July 8, 2022
The Top 6 Data Governance Best Practices
4 Min Read
When running a data governance program, it’s good to follow certain best practices to make sure your program is efficient and effective.
Let’s look at the top six data governance best practices to follow to ensure your program delivers.
- Know your data. All your data
- Organize it
- Keep up with your data throughout the lifecycle
- Make privacy and data security the default
- Get business buy-in
- Set goals and metrics
1. Know your data. All your data
It’s tough to have an effective data governance practice without knowing everything about your organization’s data.
When you start the practice of data governance across the organization, the best place to begin is by knowing the extent of data you have, and where exactly it sits. Tools, such as Data Discovery, can help with this process and give you a perfect base to develop an effective structure.
2. Organize it
After knowing how much data your organization produces, what categories and sensitivity levels, and where it sits, it’s time to organize it. Make sure to clearly define how your organization interprets, classifies, and processes data based on the sensitivity level and policies in place, establishing a single source of truth.
Keep the business context of your data in mind as well. This way the taxonomy and business rules that apply to your data can be applied to your catalog, making it an intuitive experience to use.
The use of this data catalog is twofold.
- It provides easy data access across the organization, avoiding a lot of confusion as to where data is located.
- It acts as a master locker, setting rules for access for different seniority levels and roles, providing data on a need-to-know basis.
Having this clear data organizational structure is the foundation of a well-oiled data governance machine.
3. Keep up with your data throughout the lifecycle
As your data continues to flow through your organization, take a closer look at every stage of its lifecycle. Manage your data effectively at every stage, with policies on the acquisition, storage, transfer, and disposition of data.
While developing policies and processes throughout the data lifecycle, look at how these processes interact with each other. Breaking up the data governance process into multiple sub-items and smaller milestones is the best way to build a cohesive strategy throughout your organization.
Establishing ownership, or data stewards, for your data at each stage of the lifecycle across departments is also vital to ensuring that these processes are followed the right way and any violations are immediately flagged and rectified from the source.
4. Make privacy and data security the default
Privacy and security are two of the most important things to keep in mind when you think about data. Staying compliant with privacy regulations while having necessary security protocols in place for your data should be a necessary element of your data governance policy.

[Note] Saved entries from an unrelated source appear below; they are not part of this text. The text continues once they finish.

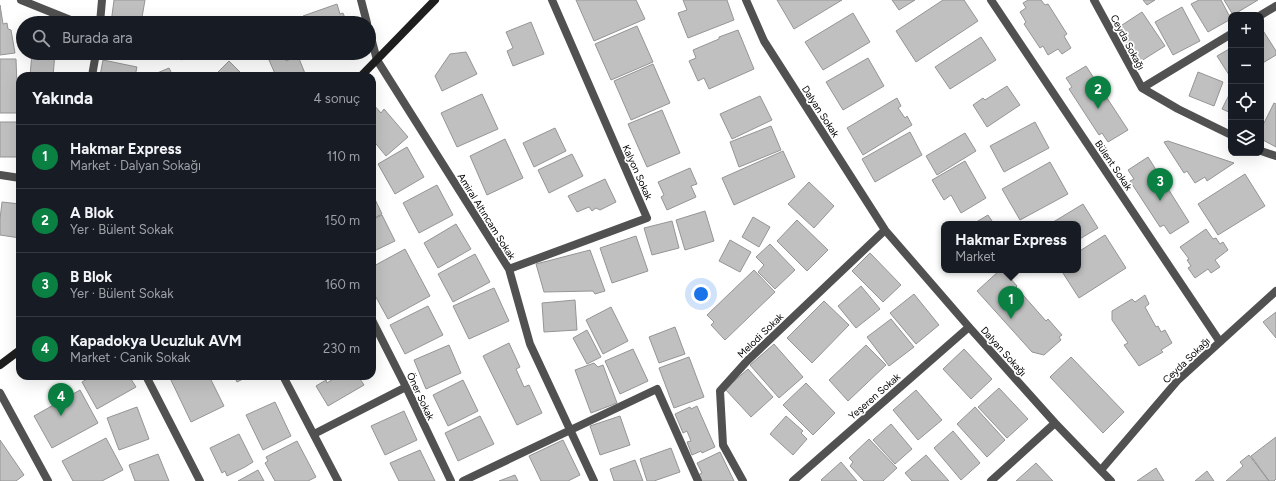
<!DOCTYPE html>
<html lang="tr">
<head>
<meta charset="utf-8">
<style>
	:root { --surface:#171b24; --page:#242831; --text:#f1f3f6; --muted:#9ea1a6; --line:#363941; --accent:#0b8043 }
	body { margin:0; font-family:Figtree,sans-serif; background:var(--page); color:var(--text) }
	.controls { position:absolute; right:12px; top:12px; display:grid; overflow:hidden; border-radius:8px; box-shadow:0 4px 16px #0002 }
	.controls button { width:36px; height:36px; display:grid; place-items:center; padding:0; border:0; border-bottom:1px solid var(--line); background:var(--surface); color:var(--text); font:20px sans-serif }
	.you { position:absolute; left:701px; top:294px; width:14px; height:14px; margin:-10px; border:3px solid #fff; border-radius:50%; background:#1a73e8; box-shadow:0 0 0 6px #1a73e833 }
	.badge { display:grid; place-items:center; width:26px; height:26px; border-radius:50%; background:var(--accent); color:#fff; font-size:13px; font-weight:700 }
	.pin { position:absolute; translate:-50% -33px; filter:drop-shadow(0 1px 2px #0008) }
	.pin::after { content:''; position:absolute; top:21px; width:14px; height:12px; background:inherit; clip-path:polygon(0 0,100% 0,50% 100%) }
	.popup { position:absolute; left:941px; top:221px; width:140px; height:52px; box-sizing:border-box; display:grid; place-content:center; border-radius:8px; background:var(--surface); filter:drop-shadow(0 1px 3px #0005); font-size:13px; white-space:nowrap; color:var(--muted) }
	.popup b { font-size:15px; color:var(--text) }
	.popup::after { content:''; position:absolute; left:50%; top:100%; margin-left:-8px; border:8px solid transparent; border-top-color:var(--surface) }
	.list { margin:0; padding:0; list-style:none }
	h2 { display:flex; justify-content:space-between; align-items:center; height:52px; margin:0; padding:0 16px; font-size:17px }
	h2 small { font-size:13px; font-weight:400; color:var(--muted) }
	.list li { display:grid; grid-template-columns:26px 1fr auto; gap:12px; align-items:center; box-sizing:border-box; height:64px; padding:0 16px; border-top:1px solid var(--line) }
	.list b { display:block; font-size:15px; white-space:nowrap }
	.list p { margin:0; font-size:13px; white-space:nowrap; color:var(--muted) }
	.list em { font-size:13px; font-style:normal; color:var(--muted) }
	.icon { flex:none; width:22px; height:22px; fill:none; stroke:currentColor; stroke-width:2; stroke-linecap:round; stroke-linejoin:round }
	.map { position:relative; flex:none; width:1276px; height:481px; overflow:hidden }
	.search { position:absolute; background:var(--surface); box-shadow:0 4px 16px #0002; left:16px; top:16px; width:360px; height:44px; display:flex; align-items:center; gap:10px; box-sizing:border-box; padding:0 14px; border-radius:22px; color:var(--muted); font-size:15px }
	.panel { position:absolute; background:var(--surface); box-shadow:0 4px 16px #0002; left:16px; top:72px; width:360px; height:308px; border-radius:12px }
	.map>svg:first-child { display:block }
	.building { fill:#c0c0c0; stroke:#959595 }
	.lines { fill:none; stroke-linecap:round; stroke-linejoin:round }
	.street { stroke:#515151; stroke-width:8 }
	.secondary { stroke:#1e1e1e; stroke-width:8 }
	.labels { text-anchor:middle; stroke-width:3.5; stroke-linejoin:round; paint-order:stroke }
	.street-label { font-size:10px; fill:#000; stroke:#fff }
</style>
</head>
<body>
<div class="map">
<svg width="1276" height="481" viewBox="0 0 1276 481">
	<rect width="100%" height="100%" fill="#fff"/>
	<path class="building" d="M114,0H145L141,23H111Z
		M576,0H636L645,19L594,41Z
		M683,0H727L734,20L688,38L678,13L687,10Z
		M777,0H842L794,29Z
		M892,0H915L899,10Z
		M943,0H964L978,21L916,62L896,31Z
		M1028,0H1041L1045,5L1048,4L1067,34L1064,36L1071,48L1062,54L1058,49L1048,55L1043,46L1040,48L1024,24L1026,22L1020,12L1026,8L1023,3Z
		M1143,0H1155L1147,5Z
		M1199,0H1221L1231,19L1208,32L1191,4Z
		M1224,0H1258L1233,15Z
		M337,4L340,14L343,13L347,23H306L303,16Z
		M0,5L3,24L7,23L8,29L11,30L15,53L0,55Z
		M1182,7L1200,41L1173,55L1155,22Z
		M1142,12L1165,46L1138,63L1116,29Z
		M853,13L870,42L823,70L805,42Z
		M531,22L544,54L513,66L507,51L513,48L506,32Z
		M637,26L653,62L611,80L595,44Z
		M1261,29H1262L1276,51V55L1261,64Z
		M738,30L754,69L709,89L704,78L698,81L689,61L696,58L693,50L719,39V37Z
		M981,37L996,60L950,89L935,67Z
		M1231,48V78L1217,56Z
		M466,52L477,74L442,91L435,76L450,54Z
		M32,53H55L53,76H30Z
		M114,53H137L136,57Z
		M176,53H192L181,60Z
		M318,53H331L319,57Z
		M283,54L286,61L298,56L306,76H276L269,60Z
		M868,58L884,86L843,110L826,82Z
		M0,59H16L18,113H0Z
		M103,60L137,67L135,76H100Z
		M229,61L240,72L236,76H214Z
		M653,64L670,103L631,120L614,81Z
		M1086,66L1128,130L1108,142L1102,133L1099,135L1069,89L1072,87L1066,78Z
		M169,68L173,76H150Z
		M1198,72L1223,82L1214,106L1189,96Z
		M1007,86L1020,105L987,127L973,105L983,98L985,100Z
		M1231,91V113L1222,109Z
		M482,94L498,129L457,147L441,113Z
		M760,96L772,120L732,139L720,114Z
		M897,98L901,106L898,108L905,118L907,116L912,125L863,155L847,128Z
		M372,103L381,113L384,109L408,137L386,156L372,139Z
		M1274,103L1276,104V147L1261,139V129Z
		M662,110L680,153L647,167L628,124Z
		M0,122H20V157H0Z
		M1035,122L1049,148L1004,172L990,146Z
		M771,126L781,150L739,167L730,142Z
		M555,128L566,151L534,167L523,143Z
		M910,132L922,155L875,182L862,159Z
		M965,133L976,151L937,175L926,156Z
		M505,139L523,178L487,195L470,156Z
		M1168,141L1234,163L1207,181L1205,177L1195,183L1187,171L1184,173L1164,142Z
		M407,147L424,177L395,194L378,164Z
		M783,151L795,177L734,205L722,178Z
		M572,154L583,176L549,193L538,170Z
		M1148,157L1189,222L1170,234L1164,225L1160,227L1130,181L1134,179L1128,170Z
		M965,161L986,198L961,213L951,195L944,200L932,180Z
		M1050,162L1068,194L1020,220L1002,189Z
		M690,168L697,184L691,186L696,197L667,210L661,197L664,195L658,182Z
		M1245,174L1265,206L1218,235L1198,204Z
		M605,179L616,202L600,210L596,208L592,211L589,207L577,212L568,196Z
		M809,182L834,206L814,228L788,204Z
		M437,185L453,215L419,233L403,203Z
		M372,193L382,214L372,219Z
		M2,202L20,204V238L0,235V219Z
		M1083,204L1098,228L1078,240V224H1050Z
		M705,211L714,241L685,250L676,220Z
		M382,215L395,241L372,252V220Z
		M988,215L994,224H973Z
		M753,217L770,227L759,247L742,237Z
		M797,220L828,250L807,271L777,241Z
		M672,221L679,248L652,255L644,228Z
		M456,224L471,249L438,268L424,243Z
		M1206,229L1213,239L1216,238L1220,244L1223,242L1228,250L1215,260L1220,267L1211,273L1208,269L1195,278L1188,268L1191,266L1187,260L1189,259L1180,247Z
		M1105,235L1126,268L1079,298L1061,270H1078V252Z
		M636,236L648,271L612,283L600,248Z
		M730,240L751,252L740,272L719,261Z
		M770,244L795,270L775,289L758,272L764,265L756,257Z
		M405,249L430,296L388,319L372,290V267Z
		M590,250L605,291L595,294L593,291L544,292L536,264Z
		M870,253L901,285L883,302L852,271Z
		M475,254L490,282L453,302L438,274Z
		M754,270L775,292L725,340L711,325L714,322L707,315Z
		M1000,270H1003L1017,286L1016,287L1046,321L1048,319L1062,335L1059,337L1061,340L1044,355L1032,352L977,291Z
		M861,286L880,309L856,328L838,306Z
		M494,288L509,321L469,339L453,306Z
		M914,294L939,325L916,344L890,313Z
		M1145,295L1149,304L1145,307L1156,327L1158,326L1161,332L1165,330L1172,343L1161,350L1163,352L1139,366L1124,345L1128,343L1112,320V311L1132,299L1135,302Z
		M575,300L577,330L544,332L542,303Z
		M824,301L849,325L812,363L787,338Z
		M428,306L443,335L405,354L390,325Z
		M611,307L628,341L603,354L586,320Z
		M1276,312V338L1263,322Z
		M891,319L914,347L889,366L867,337Z
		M675,327L685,354L659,363L649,337Z
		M587,330L601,357L587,364L573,338Z
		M509,343L520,367L516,369L524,387L529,385L542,413L517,425L483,356Z
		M774,344L803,377L779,398L750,365Z
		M449,345L461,373L426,389L414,360Z
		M866,345L886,365L848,401L829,380Z
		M633,349L648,381L620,394L605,361Z
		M964,349L992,379L971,399L943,369Z
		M689,357L704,397L674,408L659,368Z
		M1071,357L1124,412L1103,433L1050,377Z
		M594,363L598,367L603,365L617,403L591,413L575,370Z
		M748,369L773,397L751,417L725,389Z
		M92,376H129L136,387L97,409L82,382Z
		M169,376H209L224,406L191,422Z
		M234,376H249L237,382Z
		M338,376H358L364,385L328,406L316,386L326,380L327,383Z
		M463,380L478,411L448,426L433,395Z
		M806,383L835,413L813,435L783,405Z
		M999,388L1028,419L1007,438L978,407Z
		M80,390L98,423L52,448L34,416Z
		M916,390L942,420L918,440L893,410Z
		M275,402L291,436L263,450L246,415Z
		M697,406L715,447L702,453L701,451L692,455L687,442L691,441L687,431L683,433L675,414L690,407L691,409Z
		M137,407L149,439L119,450L107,418Z
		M975,407L1005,440L987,457L957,424Z
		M404,411L417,440L385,455L371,426Z
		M480,416L494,444L458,461L445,433Z
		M620,416L630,445L600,455L590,426Z
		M786,416L803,431L801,433L807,439L793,455L770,434Z
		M891,424L912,449L895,464L873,440Z
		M953,431L980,463L961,480L934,448Z
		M239,434L253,462L245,467L227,476L225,471L222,473L210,448Z
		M1276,437V479L1274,481H1269L1251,456Z
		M106,438L123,470L102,481H73L62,461Z
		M869,439L897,468L883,481H864L850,466L853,462L849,458Z
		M0,440L24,475L16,481H0Z
		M563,440L580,475L568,481H541L529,456Z
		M297,441L316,477L308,481H275L265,463L268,461L266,457Z
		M671,448L680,472L654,481H647L640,459Z
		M420,450L435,481H399L390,463Z
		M720,452L734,481H701L698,475L702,473L697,463Z
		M158,454L169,481H135L129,465Z
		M926,455L949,481H912L905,473Z
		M1249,455L1269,481H1226L1243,466L1240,462Z
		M635,460L643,481H614L610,469Z
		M841,462L857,481H822L821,480Z
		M1036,463L1053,481H1016Z
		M1156,468L1164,481H1137Z
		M258,470L264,481H238Z
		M1207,471L1214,481H1195Z
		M515,475L518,481H499Z"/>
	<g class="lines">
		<path class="street" d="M21,0L78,23
			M361,0L367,23
			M746,0L764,41L885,230L969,327L1055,423L1111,481
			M991,0L1220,342
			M1094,0L1142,88L1178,109L1231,135
			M1261,15L1276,6
			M100,23L102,0
			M369,30L377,60L509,269L530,344L594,481
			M92,76L96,53
			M1142,88L1231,34
			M1261,151L1276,156
			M0,175L20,178
			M509,269L647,218L552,0
			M372,320L406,387L451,481
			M146,376L200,481
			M283,376L338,481
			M0,393L48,481
			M314,434L406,387
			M1101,470L1178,380L1276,291
			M463,481L657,389L698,481
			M743,481L723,445L720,391L747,361L885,230
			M793,481L969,327
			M991,481L1055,423"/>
		<path class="secondary" d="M361,76L435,0
			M0,365L20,350"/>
	</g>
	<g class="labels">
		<g class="street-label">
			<text transform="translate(1128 42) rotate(62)" y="4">Ceyda Sokağı</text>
			<text transform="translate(821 111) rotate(57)" y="4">Dalyan Sokak</text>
			<text transform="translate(1114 165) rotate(56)" y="4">Bülent Sokak</text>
			<text transform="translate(638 172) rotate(66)" y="4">Kalyon Sokak</text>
			<text transform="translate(487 216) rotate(58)" y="4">Amiral Altıncam Sokak</text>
			<text transform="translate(760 335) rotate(-44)" y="4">Melodi Sokak</text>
			<text transform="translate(1004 351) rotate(48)" y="4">Dalyan Sokağı</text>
			<text transform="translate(1186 360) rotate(-44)" y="4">Ceyda Sokağı</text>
			<text transform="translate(421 396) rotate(65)" y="4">Öner Sokak</text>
			<text transform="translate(874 396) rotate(-41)" y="4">Yeşeren Sokak</text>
		</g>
	</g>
</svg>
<div class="controls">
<button>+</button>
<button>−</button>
<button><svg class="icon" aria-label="locate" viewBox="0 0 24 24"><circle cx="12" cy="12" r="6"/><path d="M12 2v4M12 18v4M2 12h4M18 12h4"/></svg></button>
<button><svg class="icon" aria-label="layers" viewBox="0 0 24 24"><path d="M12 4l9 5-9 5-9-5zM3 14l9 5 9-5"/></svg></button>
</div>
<div class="you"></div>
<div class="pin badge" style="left:1011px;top:319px">1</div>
<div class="popup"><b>Hakmar Express</b>Market</div>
<div class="pin badge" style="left:1098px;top:109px">2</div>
<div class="pin badge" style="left:1160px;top:201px">3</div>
<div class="pin badge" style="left:61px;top:416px">4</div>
<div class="search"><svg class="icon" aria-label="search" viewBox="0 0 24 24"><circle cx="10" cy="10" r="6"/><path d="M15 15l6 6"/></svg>Burada ara</div>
<section class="panel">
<h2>Yakında<small>4 sonuç</small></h2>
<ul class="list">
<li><span class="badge">1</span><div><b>Hakmar Express</b><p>Market · Dalyan Sokağı</p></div><em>110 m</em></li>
<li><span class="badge">2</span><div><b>A Blok</b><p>Yer · Bülent Sokak</p></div><em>150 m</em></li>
<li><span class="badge">3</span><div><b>B Blok</b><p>Yer · Bülent Sokak</p></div><em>160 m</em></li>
<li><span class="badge">4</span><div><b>Kapadokya Ucuzluk AVM</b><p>Market · Canik Sokak</p></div><em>230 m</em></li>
</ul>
</section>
</div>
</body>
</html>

Keep data privacy in mind and ‘bake it in’ when developing processes for your organization’s data, developing checks and balances in your privacy policies. This way, ensuring compliance with privacy regulations (and special categories of data) no longer requires a makeshift reactionary process.
On the security front, implement controls to reduce risk levels while enabling business as usual. Understand your security requirements to avoid conflicting programs and duplicating efforts.
5. Get business buy-in
Make the business case for data governance to key stakeholders across departments, getting their buy-in to ensure that these policies are circulated and followed throughout key areas of the organization. Whether you choose to have a centralized or de-centralized structure in your data governance program, having data stewards throughout your organization is vital.
These data stewards, who assume responsibility for data in their respective departments, make the difference between a great data governance policy on paper and one in practice.
6. Set goals and metrics
Keep mechanisms and metrics in place to monitor, evaluate, and improve your processes over time. Having goals as markers of your data governance program’s effectiveness is a good way to benchmark your organization’s progress. Make sure the metrics you use are clear indicators of the performance of your data governance policies and processes, and avoid the trap of metrics for the sake of metrics.
The main thing to keep in mind when developing and executing your data governance program is that this is a set of processes for the long haul. While quick wins are great to keep the morale up in this journey, look to set up a data structure for longevity that ensures that the people, processes, and technology in your organization are all on the same page.